▸ Assignment: Copy the records below exactly as they are written.

Stored data entries
§ §
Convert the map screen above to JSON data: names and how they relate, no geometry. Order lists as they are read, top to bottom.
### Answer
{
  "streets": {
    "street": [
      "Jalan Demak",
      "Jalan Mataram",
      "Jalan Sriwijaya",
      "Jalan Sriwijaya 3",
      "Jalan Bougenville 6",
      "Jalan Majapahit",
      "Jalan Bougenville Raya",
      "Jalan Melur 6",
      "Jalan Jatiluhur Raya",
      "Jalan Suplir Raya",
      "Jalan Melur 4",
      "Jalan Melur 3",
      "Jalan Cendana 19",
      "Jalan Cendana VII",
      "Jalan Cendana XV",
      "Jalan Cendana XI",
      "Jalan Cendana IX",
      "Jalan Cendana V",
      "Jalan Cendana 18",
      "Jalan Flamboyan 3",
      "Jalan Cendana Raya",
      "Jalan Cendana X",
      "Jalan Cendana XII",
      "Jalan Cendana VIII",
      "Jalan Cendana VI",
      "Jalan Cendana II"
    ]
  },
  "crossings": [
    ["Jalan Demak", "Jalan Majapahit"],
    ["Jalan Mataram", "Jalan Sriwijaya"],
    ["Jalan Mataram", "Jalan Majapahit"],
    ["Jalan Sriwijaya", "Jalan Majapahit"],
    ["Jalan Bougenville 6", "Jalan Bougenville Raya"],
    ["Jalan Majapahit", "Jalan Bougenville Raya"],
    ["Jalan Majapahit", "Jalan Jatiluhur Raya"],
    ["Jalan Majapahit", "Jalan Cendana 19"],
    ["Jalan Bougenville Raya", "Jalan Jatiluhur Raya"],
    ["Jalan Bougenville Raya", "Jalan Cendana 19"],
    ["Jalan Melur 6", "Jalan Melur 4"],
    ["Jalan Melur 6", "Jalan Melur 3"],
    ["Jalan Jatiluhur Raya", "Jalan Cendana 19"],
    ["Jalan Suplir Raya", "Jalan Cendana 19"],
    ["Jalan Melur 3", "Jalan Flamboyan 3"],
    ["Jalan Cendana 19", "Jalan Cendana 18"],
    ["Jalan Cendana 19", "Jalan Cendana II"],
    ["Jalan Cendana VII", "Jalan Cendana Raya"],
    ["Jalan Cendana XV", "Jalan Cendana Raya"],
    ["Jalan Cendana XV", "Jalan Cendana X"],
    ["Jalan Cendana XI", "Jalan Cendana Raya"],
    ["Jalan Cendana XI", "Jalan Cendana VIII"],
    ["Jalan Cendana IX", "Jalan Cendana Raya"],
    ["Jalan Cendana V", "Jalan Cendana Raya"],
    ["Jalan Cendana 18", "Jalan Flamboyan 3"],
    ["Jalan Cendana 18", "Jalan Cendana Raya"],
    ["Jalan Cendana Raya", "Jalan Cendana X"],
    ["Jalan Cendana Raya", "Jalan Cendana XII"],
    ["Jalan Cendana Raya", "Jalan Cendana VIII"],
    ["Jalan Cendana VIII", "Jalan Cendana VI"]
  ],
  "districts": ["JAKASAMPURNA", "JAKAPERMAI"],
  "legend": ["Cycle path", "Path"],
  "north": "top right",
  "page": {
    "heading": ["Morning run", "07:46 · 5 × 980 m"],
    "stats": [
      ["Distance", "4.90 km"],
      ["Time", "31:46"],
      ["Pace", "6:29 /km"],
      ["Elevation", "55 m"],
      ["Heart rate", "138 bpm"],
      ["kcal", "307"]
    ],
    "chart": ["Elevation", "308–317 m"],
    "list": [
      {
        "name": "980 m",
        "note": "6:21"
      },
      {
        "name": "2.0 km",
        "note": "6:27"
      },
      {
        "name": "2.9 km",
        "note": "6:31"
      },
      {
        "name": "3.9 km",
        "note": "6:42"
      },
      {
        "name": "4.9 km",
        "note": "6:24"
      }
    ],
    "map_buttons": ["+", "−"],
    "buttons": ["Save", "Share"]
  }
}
§ §
▸ Response area:
Convert the map screen above to JSON data: names and how they relate, no geometry. Order lists as they are read, top to bottom.
### Answer
{
  "streets": {
    "street": [
      "Jalan Demak",
      "Jalan Mataram",
      "Jalan Sriwijaya",
      "Jalan Sriwijaya 3",
      "Jalan Bougenville 6",
      "Jalan Majapahit",
      "Jalan Bougenville Raya",
      "Jalan Melur 6",
      "Jalan Jatiluhur Raya",
      "Jalan Suplir Raya",
      "Jalan Melur 4",
      "Jalan Melur 3",
      "Jalan Cendana 19",
      "Jalan Cendana VII",
      "Jalan Cendana XV",
      "Jalan Cendana XI",
      "Jalan Cendana IX",
      "Jalan Cendana V",
      "Jalan Cendana 18",
      "Jalan Flamboyan 3",
      "Jalan Cendana Raya",
      "Jalan Cendana X",
      "Jalan Cendana XII",
      "Jalan Cendana VIII",
      "Jalan Cendana VI",
      "Jalan Cendana II"
    ]
  },
  "crossings": [
    ["Jalan Demak", "Jalan Majapahit"],
    ["Jalan Mataram", "Jalan Sriwijaya"],
    ["Jalan Mataram", "Jalan Majapahit"],
    ["Jalan Sriwijaya", "Jalan Majapahit"],
    ["Jalan Bougenville 6", "Jalan Bougenville Raya"],
    ["Jalan Majapahit", "Jalan Bougenville Raya"],
    ["Jalan Majapahit", "Jalan Jatiluhur Raya"],
    ["Jalan Majapahit", "Jalan Cendana 19"],
    ["Jalan Bougenville Raya", "Jalan Jatiluhur Raya"],
    ["Jalan Bougenville Raya", "Jalan Cendana 19"],
    ["Jalan Melur 6", "Jalan Melur 4"],
    ["Jalan Melur 6", "Jalan Melur 3"],
    ["Jalan Jatiluhur Raya", "Jalan Cendana 19"],
    ["Jalan Suplir Raya", "Jalan Cendana 19"],
    ["Jalan Melur 3", "Jalan Flamboyan 3"],
    ["Jalan Cendana 19", "Jalan Cendana 18"],
    ["Jalan Cendana 19", "Jalan Cendana II"],
    ["Jalan Cendana VII", "Jalan Cendana Raya"],
    ["Jalan Cendana XV", "Jalan Cendana Raya"],
    ["Jalan Cendana XV", "Jalan Cendana X"],
    ["Jalan Cendana XI", "Jalan Cendana Raya"],
    ["Jalan Cendana XI", "Jalan Cendana VIII"],
    ["Jalan Cendana IX", "Jalan Cendana Raya"],
    ["Jalan Cendana V", "Jalan Cendana Raya"],
    ["Jalan Cendana 18", "Jalan Flamboyan 3"],
    ["Jalan Cendana 18", "Jalan Cendana Raya"],
    ["Jalan Cendana Raya", "Jalan Cendana X"],
    ["Jalan Cendana Raya", "Jalan Cendana XII"],
    ["Jalan Cendana Raya", "Jalan Cendana VIII"],
    ["Jalan Cendana VIII", "Jalan Cendana VI"]
  ],
  "districts": ["JAKASAMPURNA", "JAKAPERMAI"],
  "legend": ["Cycle path", "Path"],
  "north": "top right",
  "page": {
    "heading": ["Morning run", "07:46 · 5 × 980 m"],
    "stats": [
      ["Distance", "4.90 km"],
      ["Time", "31:46"],
      ["Pace", "6:29 /km"],
      ["Elevation", "55 m"],
      ["Heart rate", "138 bpm"],
      ["kcal", "307"]
    ],
    "chart": ["Elevation", "308–317 m"],
    "list": [
      {
        "name": "980 m",
        "note": "6:21"
      },
      {
        "name": "2.0 km",
        "note": "6:27"
      },
      {
        "name": "2.9 km",
        "note": "6:31"
      },
      {
        "name": "3.9 km",
        "note": "6:42"
      },
      {
        "name": "4.9 km",
        "note": "6:24"
      }
    ],
    "map_buttons": ["+", "−"],
    "buttons": ["Save", "Share"]
  }
}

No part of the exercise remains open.